## What is needed
If a line includes "type", copy it out of the entries.

::::::::::

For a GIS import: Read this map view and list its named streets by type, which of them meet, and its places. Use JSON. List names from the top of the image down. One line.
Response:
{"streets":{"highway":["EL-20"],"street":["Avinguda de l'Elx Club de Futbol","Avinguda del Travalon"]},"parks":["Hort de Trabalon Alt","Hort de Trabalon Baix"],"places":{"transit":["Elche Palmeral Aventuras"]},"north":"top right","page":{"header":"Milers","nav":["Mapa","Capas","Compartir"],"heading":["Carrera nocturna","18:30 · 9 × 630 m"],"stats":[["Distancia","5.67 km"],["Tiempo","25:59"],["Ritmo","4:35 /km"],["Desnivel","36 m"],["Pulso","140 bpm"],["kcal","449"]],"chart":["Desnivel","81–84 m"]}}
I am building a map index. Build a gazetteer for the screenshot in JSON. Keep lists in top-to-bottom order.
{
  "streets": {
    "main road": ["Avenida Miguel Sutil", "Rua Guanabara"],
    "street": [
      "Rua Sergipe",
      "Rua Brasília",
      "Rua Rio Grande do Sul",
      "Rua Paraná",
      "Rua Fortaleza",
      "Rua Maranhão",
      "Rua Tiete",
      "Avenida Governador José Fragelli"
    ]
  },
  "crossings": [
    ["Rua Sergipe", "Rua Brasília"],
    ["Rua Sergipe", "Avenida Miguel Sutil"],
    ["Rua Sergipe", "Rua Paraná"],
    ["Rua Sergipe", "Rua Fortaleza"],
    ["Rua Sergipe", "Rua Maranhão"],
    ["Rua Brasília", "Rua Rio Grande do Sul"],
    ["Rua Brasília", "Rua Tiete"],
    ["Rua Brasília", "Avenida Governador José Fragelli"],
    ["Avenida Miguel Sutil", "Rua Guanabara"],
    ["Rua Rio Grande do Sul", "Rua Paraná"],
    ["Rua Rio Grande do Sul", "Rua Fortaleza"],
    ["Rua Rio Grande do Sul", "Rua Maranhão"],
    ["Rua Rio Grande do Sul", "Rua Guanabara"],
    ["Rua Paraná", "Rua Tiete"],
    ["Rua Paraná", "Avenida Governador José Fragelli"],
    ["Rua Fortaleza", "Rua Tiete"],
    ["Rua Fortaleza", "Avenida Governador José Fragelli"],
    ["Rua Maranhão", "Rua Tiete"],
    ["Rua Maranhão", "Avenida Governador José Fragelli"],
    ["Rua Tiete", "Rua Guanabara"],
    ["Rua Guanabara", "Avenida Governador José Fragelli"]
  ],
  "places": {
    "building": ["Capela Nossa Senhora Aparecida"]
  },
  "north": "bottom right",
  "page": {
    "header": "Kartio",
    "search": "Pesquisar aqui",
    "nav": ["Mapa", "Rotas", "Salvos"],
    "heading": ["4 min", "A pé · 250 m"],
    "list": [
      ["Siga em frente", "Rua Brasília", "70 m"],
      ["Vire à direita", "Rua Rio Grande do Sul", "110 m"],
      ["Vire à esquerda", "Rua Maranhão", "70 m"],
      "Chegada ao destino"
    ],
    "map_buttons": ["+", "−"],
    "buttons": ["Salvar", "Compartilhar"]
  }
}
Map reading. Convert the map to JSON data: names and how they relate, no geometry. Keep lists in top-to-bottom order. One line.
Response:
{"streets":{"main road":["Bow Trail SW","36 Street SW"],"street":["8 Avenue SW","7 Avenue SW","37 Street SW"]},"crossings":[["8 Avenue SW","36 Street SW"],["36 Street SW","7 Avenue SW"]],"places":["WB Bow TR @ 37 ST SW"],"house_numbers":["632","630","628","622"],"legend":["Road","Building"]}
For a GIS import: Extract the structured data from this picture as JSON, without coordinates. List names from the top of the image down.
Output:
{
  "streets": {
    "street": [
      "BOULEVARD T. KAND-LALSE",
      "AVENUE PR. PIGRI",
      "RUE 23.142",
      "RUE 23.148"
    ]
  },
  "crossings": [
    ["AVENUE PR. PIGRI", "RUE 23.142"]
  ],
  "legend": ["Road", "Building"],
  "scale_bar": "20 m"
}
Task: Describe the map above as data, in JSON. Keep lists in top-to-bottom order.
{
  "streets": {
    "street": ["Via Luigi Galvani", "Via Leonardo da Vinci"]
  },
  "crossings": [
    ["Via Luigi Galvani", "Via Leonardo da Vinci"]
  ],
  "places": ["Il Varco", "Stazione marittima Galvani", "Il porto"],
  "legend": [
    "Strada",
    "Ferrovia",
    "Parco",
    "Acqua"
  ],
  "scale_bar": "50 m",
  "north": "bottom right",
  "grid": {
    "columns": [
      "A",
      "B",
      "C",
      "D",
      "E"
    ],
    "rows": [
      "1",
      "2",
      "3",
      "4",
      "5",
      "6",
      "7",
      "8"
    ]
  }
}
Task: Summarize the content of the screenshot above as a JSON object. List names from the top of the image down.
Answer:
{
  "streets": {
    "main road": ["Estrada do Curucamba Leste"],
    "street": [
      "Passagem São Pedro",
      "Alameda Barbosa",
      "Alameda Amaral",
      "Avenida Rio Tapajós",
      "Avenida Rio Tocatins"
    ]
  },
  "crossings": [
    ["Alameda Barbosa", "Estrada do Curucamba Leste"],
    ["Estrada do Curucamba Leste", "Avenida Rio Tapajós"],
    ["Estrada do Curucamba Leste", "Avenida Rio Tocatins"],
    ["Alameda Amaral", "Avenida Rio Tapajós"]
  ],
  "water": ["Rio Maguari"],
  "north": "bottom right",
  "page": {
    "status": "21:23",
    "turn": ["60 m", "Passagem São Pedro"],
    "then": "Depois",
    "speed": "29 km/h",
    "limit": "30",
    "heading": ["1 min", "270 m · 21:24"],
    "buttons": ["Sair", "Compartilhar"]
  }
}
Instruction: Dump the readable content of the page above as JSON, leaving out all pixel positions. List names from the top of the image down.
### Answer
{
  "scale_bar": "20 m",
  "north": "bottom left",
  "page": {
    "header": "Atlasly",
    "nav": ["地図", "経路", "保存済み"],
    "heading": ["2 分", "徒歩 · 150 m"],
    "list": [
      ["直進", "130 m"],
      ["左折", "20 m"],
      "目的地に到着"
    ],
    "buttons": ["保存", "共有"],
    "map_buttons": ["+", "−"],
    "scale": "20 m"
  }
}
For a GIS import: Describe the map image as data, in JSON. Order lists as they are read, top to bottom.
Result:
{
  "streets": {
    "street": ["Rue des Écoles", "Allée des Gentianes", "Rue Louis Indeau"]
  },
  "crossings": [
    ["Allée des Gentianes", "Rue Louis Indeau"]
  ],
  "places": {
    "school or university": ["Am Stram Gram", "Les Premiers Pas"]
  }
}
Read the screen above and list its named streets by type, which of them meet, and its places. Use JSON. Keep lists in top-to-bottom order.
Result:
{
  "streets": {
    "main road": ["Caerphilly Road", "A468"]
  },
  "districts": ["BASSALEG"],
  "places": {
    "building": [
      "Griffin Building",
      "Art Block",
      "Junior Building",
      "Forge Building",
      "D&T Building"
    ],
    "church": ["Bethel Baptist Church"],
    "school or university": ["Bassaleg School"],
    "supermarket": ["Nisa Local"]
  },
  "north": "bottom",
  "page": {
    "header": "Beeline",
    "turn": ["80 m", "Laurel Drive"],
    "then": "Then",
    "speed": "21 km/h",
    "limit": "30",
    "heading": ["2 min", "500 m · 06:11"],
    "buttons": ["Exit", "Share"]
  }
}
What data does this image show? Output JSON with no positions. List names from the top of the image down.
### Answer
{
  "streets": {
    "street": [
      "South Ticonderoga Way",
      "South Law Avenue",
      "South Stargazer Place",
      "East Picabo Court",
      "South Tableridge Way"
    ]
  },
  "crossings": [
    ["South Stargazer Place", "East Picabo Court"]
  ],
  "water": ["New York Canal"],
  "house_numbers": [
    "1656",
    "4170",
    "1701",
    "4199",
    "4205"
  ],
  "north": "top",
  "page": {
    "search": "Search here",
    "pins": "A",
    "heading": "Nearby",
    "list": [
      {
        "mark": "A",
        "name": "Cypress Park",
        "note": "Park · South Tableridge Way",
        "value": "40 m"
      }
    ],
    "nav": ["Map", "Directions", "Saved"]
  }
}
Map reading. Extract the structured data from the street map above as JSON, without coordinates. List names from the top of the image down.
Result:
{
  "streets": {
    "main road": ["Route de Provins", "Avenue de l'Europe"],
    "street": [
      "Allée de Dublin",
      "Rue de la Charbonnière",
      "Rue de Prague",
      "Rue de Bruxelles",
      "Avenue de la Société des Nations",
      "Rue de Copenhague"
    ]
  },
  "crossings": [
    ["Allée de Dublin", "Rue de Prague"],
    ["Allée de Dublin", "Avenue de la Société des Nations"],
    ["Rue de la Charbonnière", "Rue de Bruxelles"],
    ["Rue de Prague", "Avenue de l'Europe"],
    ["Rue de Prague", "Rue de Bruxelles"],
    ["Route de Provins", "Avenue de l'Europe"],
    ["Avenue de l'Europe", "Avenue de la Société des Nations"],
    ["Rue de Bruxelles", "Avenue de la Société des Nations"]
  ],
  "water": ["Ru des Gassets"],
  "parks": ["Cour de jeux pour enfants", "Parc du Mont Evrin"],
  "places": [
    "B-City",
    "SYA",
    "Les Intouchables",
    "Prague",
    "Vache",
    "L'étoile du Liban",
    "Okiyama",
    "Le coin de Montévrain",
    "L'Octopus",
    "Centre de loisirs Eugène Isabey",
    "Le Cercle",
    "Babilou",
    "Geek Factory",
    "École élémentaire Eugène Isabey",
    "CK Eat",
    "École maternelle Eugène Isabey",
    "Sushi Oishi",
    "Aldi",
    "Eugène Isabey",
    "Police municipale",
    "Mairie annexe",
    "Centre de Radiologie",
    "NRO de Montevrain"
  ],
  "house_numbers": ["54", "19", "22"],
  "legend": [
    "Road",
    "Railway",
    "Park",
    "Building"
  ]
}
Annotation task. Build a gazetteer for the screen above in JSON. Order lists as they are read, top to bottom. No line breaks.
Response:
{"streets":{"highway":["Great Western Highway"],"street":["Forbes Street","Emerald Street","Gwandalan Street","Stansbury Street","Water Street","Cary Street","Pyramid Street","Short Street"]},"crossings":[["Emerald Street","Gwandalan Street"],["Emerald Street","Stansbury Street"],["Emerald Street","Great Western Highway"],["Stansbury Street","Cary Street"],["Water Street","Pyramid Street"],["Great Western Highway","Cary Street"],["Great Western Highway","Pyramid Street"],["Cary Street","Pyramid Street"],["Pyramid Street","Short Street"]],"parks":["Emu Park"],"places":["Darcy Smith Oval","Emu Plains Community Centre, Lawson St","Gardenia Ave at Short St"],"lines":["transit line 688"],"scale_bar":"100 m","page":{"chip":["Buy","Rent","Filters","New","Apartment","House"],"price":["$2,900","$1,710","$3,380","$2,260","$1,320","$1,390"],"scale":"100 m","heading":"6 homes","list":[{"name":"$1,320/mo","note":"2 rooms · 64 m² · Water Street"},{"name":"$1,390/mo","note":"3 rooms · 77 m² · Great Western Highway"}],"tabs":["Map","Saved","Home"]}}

::::::::::

## Expected answer
For a GIS import: Read this map view and list its named streets by type, which of them meet, and its places. Use JSON. List names from the top of the image down. One line.
Read the screen above and list its named streets by type, which of them meet, and its places. Use JSON. Keep lists in top-to-bottom order.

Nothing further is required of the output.